What to do:
Below are the entries; return every line among them that holds the word "place".
━━━━
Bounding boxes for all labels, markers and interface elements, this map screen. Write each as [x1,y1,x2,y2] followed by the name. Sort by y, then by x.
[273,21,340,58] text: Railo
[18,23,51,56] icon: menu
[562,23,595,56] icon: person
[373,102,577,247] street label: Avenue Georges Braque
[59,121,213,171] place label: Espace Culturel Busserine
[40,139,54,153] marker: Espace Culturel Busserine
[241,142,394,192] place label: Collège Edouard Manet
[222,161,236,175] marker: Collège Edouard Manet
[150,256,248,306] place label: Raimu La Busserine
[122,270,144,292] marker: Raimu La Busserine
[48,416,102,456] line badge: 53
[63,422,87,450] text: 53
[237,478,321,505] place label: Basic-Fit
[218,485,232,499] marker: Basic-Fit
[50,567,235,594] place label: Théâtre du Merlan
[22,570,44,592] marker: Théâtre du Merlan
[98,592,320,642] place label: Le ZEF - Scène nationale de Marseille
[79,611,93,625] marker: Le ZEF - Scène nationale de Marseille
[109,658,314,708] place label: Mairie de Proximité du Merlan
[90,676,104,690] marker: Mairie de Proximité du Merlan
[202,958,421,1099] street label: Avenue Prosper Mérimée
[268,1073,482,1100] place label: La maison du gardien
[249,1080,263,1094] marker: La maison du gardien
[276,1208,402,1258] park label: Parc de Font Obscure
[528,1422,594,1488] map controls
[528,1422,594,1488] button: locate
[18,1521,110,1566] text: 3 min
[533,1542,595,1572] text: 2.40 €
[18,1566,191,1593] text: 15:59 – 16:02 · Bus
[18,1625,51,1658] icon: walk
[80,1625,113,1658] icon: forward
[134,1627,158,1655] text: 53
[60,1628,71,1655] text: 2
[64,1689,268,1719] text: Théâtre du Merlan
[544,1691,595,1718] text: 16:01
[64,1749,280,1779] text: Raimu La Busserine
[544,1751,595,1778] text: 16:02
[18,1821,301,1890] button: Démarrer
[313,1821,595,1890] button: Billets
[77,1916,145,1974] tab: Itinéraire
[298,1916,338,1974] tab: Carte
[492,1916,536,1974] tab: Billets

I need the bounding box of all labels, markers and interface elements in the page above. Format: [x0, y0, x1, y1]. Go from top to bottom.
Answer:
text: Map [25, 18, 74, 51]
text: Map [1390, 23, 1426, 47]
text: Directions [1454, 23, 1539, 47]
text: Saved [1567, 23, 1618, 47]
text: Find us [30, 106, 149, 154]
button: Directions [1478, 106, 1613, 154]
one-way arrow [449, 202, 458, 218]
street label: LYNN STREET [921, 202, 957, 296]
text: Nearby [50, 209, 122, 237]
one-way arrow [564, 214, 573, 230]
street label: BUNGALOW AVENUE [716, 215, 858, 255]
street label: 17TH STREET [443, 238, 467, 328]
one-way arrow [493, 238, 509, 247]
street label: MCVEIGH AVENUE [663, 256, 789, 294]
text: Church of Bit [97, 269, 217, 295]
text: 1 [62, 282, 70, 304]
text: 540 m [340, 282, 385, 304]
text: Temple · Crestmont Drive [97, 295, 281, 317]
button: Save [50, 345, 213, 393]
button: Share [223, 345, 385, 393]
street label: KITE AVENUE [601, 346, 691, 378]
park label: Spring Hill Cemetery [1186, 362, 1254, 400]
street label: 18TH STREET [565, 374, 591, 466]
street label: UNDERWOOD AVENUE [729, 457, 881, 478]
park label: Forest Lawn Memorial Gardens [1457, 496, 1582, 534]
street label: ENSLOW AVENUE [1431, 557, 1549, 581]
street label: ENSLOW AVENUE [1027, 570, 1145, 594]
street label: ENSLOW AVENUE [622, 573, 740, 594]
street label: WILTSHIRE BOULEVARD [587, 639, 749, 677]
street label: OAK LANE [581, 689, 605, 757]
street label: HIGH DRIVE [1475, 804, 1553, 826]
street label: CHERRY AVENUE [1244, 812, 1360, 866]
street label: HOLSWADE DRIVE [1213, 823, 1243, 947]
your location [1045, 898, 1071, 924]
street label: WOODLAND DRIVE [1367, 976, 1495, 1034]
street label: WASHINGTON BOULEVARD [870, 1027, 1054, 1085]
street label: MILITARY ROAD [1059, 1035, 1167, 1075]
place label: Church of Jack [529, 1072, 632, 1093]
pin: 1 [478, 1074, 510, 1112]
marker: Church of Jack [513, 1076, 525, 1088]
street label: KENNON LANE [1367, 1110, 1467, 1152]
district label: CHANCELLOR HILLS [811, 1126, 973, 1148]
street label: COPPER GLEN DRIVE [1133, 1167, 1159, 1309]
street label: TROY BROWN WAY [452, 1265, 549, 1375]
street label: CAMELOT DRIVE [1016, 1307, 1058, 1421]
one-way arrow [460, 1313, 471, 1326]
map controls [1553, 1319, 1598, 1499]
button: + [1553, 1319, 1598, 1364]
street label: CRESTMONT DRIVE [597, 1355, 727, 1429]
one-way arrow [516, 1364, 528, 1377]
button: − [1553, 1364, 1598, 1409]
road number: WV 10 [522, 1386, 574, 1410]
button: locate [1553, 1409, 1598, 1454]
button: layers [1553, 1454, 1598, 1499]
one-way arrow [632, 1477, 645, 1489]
━━━━
Result of the task:
[59,121,213,171] place label: Espace Culturel Busserine
[241,142,394,192] place label: Collège Edouard Manet
[150,256,248,306] place label: Raimu La Busserine
[237,478,321,505] place label: Basic-Fit
[50,567,235,594] place label: Théâtre du Merlan
[98,592,320,642] place label: Le ZEF - Scène nationale de Marseille
[109,658,314,708] place label: Mairie de Proximité du Merlan
[268,1073,482,1100] place label: La maison du gardien
place label: Church of Jack [529, 1072, 632, 1093]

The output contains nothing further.